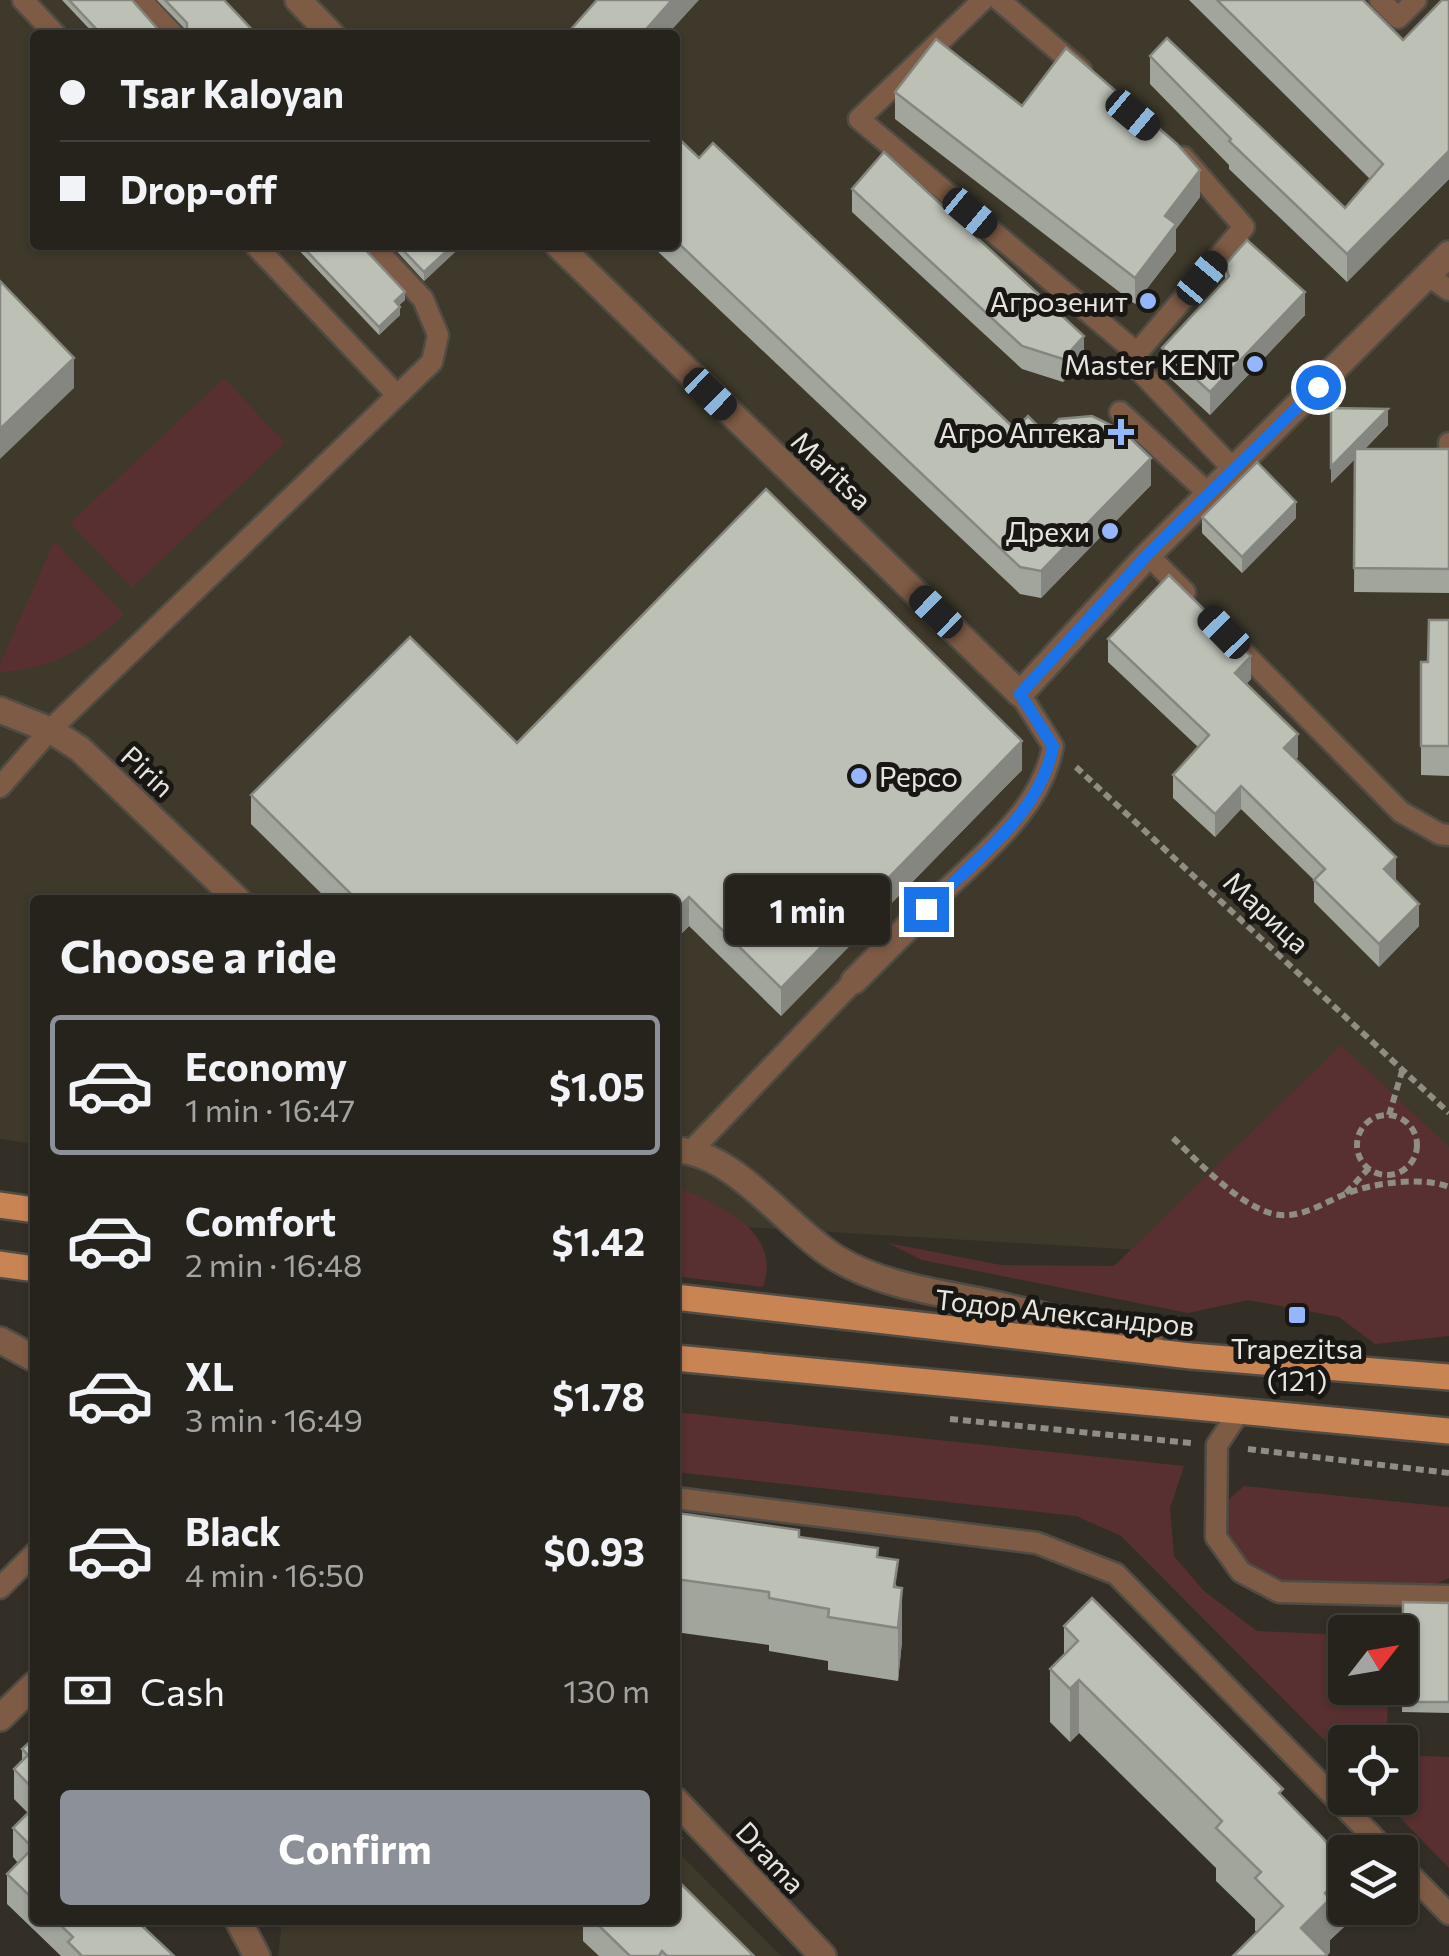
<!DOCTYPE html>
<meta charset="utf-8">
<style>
:root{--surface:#26231c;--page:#322f29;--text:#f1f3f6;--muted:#a4a4a3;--line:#42403b;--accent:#8c9099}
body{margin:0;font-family:Commissioner,sans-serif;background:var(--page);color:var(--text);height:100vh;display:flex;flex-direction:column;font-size:38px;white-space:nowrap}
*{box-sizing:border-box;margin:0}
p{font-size:32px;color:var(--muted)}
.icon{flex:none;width:55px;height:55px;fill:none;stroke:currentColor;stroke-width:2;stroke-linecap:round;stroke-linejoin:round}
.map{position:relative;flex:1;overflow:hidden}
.side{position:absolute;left:30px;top:895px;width:650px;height:1030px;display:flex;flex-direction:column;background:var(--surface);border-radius:10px;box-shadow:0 2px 8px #0004,0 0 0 2px var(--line)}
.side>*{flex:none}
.banner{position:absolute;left:30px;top:30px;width:650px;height:220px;border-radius:10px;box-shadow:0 2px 8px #0004,0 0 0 2px var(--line);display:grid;align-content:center;height:220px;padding:0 30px;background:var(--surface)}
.needle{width:65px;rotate:59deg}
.fabs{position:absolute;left:1328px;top:1615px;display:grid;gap:20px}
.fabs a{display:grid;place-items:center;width:90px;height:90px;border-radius:10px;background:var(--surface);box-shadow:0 2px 8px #0004,0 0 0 2px var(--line);font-size:50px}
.end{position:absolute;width:45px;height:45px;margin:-22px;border:12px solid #1a73e8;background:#fff;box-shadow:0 0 0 5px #fff}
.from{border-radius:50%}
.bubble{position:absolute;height:70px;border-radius:10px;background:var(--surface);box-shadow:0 2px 8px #0004,0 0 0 2px var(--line);font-size:32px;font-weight:700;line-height:70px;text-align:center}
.car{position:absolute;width:30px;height:60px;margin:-30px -15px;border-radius:12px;box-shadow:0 0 8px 2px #0007;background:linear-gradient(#222 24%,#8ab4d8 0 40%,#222 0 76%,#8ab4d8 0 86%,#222 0)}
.banner b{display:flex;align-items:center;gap:35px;height:95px;font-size:38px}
.banner b+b{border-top:2px solid var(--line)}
.banner i{width:25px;height:25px;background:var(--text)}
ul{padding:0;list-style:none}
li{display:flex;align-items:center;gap:30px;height:140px;margin:0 20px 15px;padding:0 10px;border:5px solid transparent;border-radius:10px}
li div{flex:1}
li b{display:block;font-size:38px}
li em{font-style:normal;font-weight:700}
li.on{border-color:var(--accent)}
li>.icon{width:90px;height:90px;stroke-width:1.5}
h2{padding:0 30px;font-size:45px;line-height:120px}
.pay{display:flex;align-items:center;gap:25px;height:110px;padding:0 30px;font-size:38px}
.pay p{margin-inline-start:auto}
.button{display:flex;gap:20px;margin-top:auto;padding:20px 30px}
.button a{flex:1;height:115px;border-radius:10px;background:var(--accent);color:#fff;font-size:40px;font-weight:700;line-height:115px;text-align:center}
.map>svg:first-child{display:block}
</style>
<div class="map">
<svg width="1449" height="1956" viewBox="0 0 1449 1956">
<rect width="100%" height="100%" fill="#332f26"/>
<!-- built -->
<g fill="#3e392a" fill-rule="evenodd">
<path d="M0 0H1449V1268L675 1223V900H35V1144L0 1139ZM35 35H675V245H35Z"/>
<path d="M675 1849 781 1956H278L282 1920H675Z"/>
</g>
<!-- green -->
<g fill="#583031">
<path d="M224 378 285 443 132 588 70 523Z"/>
<path d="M54 541 124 614C91 647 48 671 0 672V664Z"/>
<path d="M1341 1045 1449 1147V1336L1375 1344 1339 1317 1248 1300 1188 1313 922 1260 888 1243 1001 1265 1114 1266Z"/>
<path d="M675 1186C718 1205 783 1230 763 1287L675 1276Z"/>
<path d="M675 1412 1184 1466 1170 1508 1174 1556 1204 1591 1257 1631 1345 1635V1688H1388L1387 1742H1345V1761L1121 1536 1076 1516 675 1472Z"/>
<path d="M1244 1486 1449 1507V1578L1433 1585 1284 1583 1242 1561 1233 1546 1224 1520 1230 1498Z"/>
<path d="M1400 1755 1449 1757V1868L1381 1798H1400Z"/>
</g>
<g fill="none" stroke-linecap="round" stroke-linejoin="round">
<!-- service casing -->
<g stroke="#504c44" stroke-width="25">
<g id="service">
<path d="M23 0 56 35"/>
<path d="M141 0 174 35"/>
<path d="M983 0 859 119 1137 353 1140 371 1234 470"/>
<path d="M999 0 1081 70"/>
<path d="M1380 0 1398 18 1416 0"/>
<path d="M255 245 397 395"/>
<path d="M1428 276 1449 290"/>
<path d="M1137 353 1244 227 1183 157"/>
<path d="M1120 412 1208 493"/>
<path d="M1449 445V443"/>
<path d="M1148 555 1185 592"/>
<path d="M1233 642 1401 812 1440 834 1449 835"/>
<path d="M0 787 50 730 432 362 438 335 423 299 372 245"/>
<path d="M926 909C973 861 1041 814 1053 746L1020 694"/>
<path d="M691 1151 854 981"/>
<path d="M1241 1409 1217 1445 1216 1537 1241 1572 1279 1592 1449 1596"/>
<path d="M675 1498 1037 1543 1116 1574 1388 1852"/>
<path d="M0 1588 35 1553"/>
<path d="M1400 1864 1449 1914"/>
</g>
</g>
<!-- pedestrian casing -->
<g stroke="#504c44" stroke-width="30">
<path id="pedestrian" d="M854 981 926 909"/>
</g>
<!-- minor casing -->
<g stroke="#504c44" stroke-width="30">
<g id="minor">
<path d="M298 0 332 35"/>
<path d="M558 245 1020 694 1148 555 1449 254"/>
<path d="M0 710 50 730 80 749 238 900"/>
<path d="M675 1150C734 1151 788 1229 836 1258 882 1286 938 1292 989 1303 1044 1315 1097 1329 1151 1344"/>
<path d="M675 1800 823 1956"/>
<path d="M238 1920 257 1956"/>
</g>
</g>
<!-- tertiary casing -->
<g stroke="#504c44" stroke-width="30">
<g id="tertiary">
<path d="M0 1340 35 1359"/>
<path d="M0 1718 35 1684"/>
</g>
</g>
<!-- primary casing -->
<g stroke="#504c44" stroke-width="30">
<g id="primary">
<path d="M0 1205 35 1210"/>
<path d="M0 1264 35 1269"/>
<path d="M675 1297 1191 1356 1449 1377"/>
<path d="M675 1358 1449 1431"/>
</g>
</g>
<!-- path -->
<g stroke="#908d85" stroke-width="6" stroke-dasharray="8 5" stroke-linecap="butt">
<path d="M1076 767 1449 1113"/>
<path d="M1389 1115 1403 1068"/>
<circle cx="1387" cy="1145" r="30"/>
<path d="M1173 1138C1199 1162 1235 1202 1270 1213 1297 1221 1319 1205 1343 1195 1370 1183 1422 1176 1449 1187"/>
<path d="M1346 1193 1369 1168"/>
<path d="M950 1419 1191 1443"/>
<path d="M1248 1449 1449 1473"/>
</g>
<!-- service -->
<use href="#service" stroke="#7d5b45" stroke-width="20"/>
<!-- pedestrian -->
<use href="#pedestrian" stroke="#7d5b45" stroke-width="25"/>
<!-- minor -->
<use href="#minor" stroke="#7d5b45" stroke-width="25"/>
<!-- tertiary -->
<use href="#tertiary" stroke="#7d5b45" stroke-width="25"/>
<!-- primary -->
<use href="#primary" stroke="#c98454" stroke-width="25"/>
</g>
<!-- wall -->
<g fill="#a2a59c">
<path d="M62 0H132L163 35H95Z"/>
<path d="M157 0H224L187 31Z"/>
<path d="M1189 0H1363L1403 40 1449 0V179L1347 282 1229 169V165L1150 84V56L1345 208 1370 179Z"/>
<path d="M895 92 1022 106 1200 197 1176 229V251L1135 304 895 119Z"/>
<path d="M675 135 699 158 1015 429 1045 433 1151 485 1041 598 1020 594 651 245H675Z"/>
<path d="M852 189 1084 359 1063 382 1022 369 852 212Z"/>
<path d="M294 245H361L405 300 399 305 400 315 379 335Z"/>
<path d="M391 245H455V252L424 281Z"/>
<path d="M1225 265 1305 315 1210 415 1162 371V348L1225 281Z"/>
<path d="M1331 408 1388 425 1365 449H1449V593L1354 592 1355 459 1331 483Z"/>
<path d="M1202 517 1296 518 1242 573 1202 533Z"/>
<path d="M1449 620V776L1421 775V662H1428Z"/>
<path d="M1108 639 1251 679 1246 684 1298 757 1296 759 1395 880 1419 926 1379 967 1314 902V880L1241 809 1215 837 1173 798V775L1198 747 1108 662Z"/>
<path d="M517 743 1022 770 781 1016 689 926 675 940V900H328L251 824V795Z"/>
<path d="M675 1506 678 1513 799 1537 878 1557 898 1588 902 1641 898 1681 828 1670V1661L769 1651V1645L675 1632Z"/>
<path d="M1403 1602 1449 1603V1713L1402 1712Z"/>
<path d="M1064 1626 1283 1798 1334 1863 1345 1926 1330 1940V1952L1327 1956 1257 1932 1255 1931V1919L1216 1881V1868L1079 1733 1070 1742 1050 1722V1669L1064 1655Z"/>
<path d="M35 1737V1920H146V1930L174 1956H61L7 1904V1874L18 1863 13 1857V1828L28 1813 14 1799V1769L22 1761V1749Z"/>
<path d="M583 1920H675L754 1956H599L583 1941Z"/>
</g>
<!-- shaded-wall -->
<g fill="#84867f">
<path d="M672 0H699L667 35H641Z"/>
<path d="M1449 151V179L1347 282V254Z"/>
<path d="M1200 170V197L1176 229V251L1135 304V278L1165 216Z"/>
<path d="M453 245H455V252L424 281V272Z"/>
<path d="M405 292V300L395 309V301Z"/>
<path d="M1305 292V315L1210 415V392Z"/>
<path d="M400 307V315L379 335V327Z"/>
<path d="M1084 336V359L1063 382V359Z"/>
<path d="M74 358V388L0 459V429Z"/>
<path d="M1388 409V425L1331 483V467Z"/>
<path d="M1151 458V485L1041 598V571Z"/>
<path d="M1296 502V518L1242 573V557Z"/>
<path d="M1251 656V679L1235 695V673Z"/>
<path d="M1298 734V757L1284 771V748Z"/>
<path d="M1022 741V770L781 1016V988Z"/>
<path d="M1241 786V809L1215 837V814Z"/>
<path d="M1396 857V880L1384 869Z"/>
<path d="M689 897V926L675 940V911Z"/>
<path d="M1419 904V926L1379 967V944Z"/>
<path d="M902 1588V1641L898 1681V1628Z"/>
<path d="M1079 1680V1733L1070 1742V1689Z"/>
<path d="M681 1838V1868L675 1874V1844Z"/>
<path d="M1334 1852V1883L1345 1873V1926L1330 1940V1952L1327 1956H1301V1928L1325 1893 1329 1858Z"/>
</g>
<!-- building -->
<g fill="#bcc0b5" stroke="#84867f" stroke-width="2.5">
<path d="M69 0H132L163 35H102Z"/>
<path d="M165 0H224L257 35H183L187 32V23Z"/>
<path d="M597 0H672L641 35H566Z"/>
<path d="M1217 0H1363L1403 40 1442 0H1449V151L1347 254 1229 141 1231 139 1150 56 1167 38 1345 208 1383 164Z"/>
<path d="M936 39 1022 106 1066 48 1177 144 1200 170 1165 216 1176 224 1135 278 895 92Z"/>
<path d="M675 135 699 158 713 143 1015 429 1028 416 1045 433 1059 419 1092 416 1123 431 1151 458 1041 571 1020 567 675 240Z"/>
<path d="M884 152 1084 336 1063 359 1022 346 852 189Z"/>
<path d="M1247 240 1305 292 1210 392 1162 348 1229 276 1225 265Z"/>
<path d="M301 245H361L405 292 395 301 400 307 379 327Z"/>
<path d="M398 245H453L424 272Z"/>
<path d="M0 281 74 358 0 429Z"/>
<path d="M1331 408 1388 409 1331 467Z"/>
<path d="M1355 449H1449V569L1354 568Z"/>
<path d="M1257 462 1296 502 1242 557 1202 517Z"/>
<path d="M766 489 1022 741 781 988 689 897 675 911V900H357L251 795 410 637 517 743Z"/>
<path d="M1169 575 1251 656 1235 673 1298 734 1284 748 1396 857 1384 869 1419 904 1379 944 1314 880 1325 869 1241 786 1215 814 1173 775 1209 735 1108 639Z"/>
<path d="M1429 620H1449V746H1421V662H1428Z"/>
<path d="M675 1506H678L677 1513 799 1530V1537L878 1548 877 1557 898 1560 894 1587 902 1588 898 1628 828 1617 829 1609 769 1598V1592L675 1579Z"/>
<path d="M1092 1598 1283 1789 1279 1793 1323 1838 1334 1852 1329 1858 1345 1873 1325 1893 1330 1899 1301 1928 1327 1954 1325 1956H1233L1283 1906 1255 1878 1261 1872 1216 1828 1222 1821 1079 1680 1070 1689 1050 1669 1078 1641 1064 1626Z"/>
<path d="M1403 1602 1449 1603V1702H1402Z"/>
<path d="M35 1737V1791L14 1769 28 1755 22 1749Z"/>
<path d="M35 1806V1901L7 1874 33 1848 13 1828Z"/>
<path d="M675 1832 681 1838 675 1844Z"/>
<path d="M675 1878 754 1956H667L662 1951 659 1956H630L593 1920H675Z"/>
<path d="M55 1920H143L140 1924 174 1956H82L68 1942 73 1937Z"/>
</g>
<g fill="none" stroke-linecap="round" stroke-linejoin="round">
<!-- route -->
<path stroke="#1a73e8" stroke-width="12" d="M926 909C973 861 1041 814 1053 746L1020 694 1148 554 1318 387"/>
</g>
<!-- markers -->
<g fill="#95b6fd" stroke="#191713" stroke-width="4">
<circle cx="1148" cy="301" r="10"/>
<circle cx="1255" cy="364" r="10"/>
<path d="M1116 417h10v10h10v10h-10v10h-10v-10h-10v-10h10z"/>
<circle cx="1110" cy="531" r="10"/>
<circle cx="859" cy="776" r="10"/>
<rect x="1287" y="1305" width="20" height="20" rx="5"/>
</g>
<g text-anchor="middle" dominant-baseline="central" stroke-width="10" stroke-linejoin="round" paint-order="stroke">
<!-- poi labels -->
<g font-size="28" fill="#e8e5df" stroke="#191713" text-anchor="end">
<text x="1128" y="301">Агрозенит</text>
<text x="1235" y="364">Master KENT</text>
<text x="1101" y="432">Агро Аптека</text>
<text x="1090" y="531">Дрехи</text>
<text x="879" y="776" text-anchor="start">Pepco</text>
<text x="1297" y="1348" text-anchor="middle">Trapezitsa<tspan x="1297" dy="32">(121)</tspan></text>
</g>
<!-- street labels -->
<g font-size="28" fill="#e8e5df" stroke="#191713">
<text transform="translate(832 470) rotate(44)">Maritsa</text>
<text transform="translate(148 771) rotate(43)">Pirin</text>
<text transform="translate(1267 912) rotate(43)">Марица</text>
<text transform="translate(1065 1312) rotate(6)">Тодор Александров</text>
<text transform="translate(771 1857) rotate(47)">Drama</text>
</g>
</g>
</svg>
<div class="fabs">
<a><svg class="needle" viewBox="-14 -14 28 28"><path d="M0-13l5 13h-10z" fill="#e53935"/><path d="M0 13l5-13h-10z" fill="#a4a4a3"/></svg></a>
<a><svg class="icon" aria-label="locate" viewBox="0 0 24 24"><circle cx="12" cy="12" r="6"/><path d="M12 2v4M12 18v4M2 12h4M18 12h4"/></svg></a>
<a><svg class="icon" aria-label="layers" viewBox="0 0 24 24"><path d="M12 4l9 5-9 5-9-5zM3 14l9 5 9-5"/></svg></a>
</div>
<i class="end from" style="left:1318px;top:387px"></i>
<i class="end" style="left:926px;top:909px"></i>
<div class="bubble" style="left:725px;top:875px;width:165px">1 min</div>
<i class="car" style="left:1133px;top:115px;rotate:130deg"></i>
<i class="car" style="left:970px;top:213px;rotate:130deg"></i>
<i class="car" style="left:1202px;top:278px;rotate:40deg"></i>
<i class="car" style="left:710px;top:394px;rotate:134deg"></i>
<i class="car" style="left:936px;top:612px;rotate:314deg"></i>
<i class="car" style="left:1224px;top:632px;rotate:316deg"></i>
<div class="banner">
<b><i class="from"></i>Tsar Kaloyan</b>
<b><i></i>Drop-off</b>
</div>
<section class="side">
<h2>Choose a ride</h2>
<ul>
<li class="on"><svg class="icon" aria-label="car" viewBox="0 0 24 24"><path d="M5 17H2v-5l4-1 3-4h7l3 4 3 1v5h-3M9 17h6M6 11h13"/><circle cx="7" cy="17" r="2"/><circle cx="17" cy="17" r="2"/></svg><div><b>Economy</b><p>1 min · 16:47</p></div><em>$1.05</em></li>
<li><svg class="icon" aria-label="car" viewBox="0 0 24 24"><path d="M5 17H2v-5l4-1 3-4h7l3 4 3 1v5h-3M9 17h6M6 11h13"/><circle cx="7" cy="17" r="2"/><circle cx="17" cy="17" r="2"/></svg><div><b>Comfort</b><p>2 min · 16:48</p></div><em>$1.42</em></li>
<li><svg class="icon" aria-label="car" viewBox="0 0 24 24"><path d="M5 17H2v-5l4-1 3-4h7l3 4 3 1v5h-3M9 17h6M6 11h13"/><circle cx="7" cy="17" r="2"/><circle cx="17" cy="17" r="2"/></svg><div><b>XL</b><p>3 min · 16:49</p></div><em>$1.78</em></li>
<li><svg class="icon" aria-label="car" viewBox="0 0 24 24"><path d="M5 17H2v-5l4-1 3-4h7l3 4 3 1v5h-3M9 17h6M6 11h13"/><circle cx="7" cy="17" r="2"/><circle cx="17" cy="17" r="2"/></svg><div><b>Black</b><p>4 min · 16:50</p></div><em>$0.93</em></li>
</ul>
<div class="pay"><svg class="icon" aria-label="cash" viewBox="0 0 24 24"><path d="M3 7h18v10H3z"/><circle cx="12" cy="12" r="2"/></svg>Cash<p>130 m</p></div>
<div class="button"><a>Confirm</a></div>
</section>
</div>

*-*-*

Task to carry out: Count, in the records above, the lines that contain the word "button"; the answer is that number alone.

Answer area: 3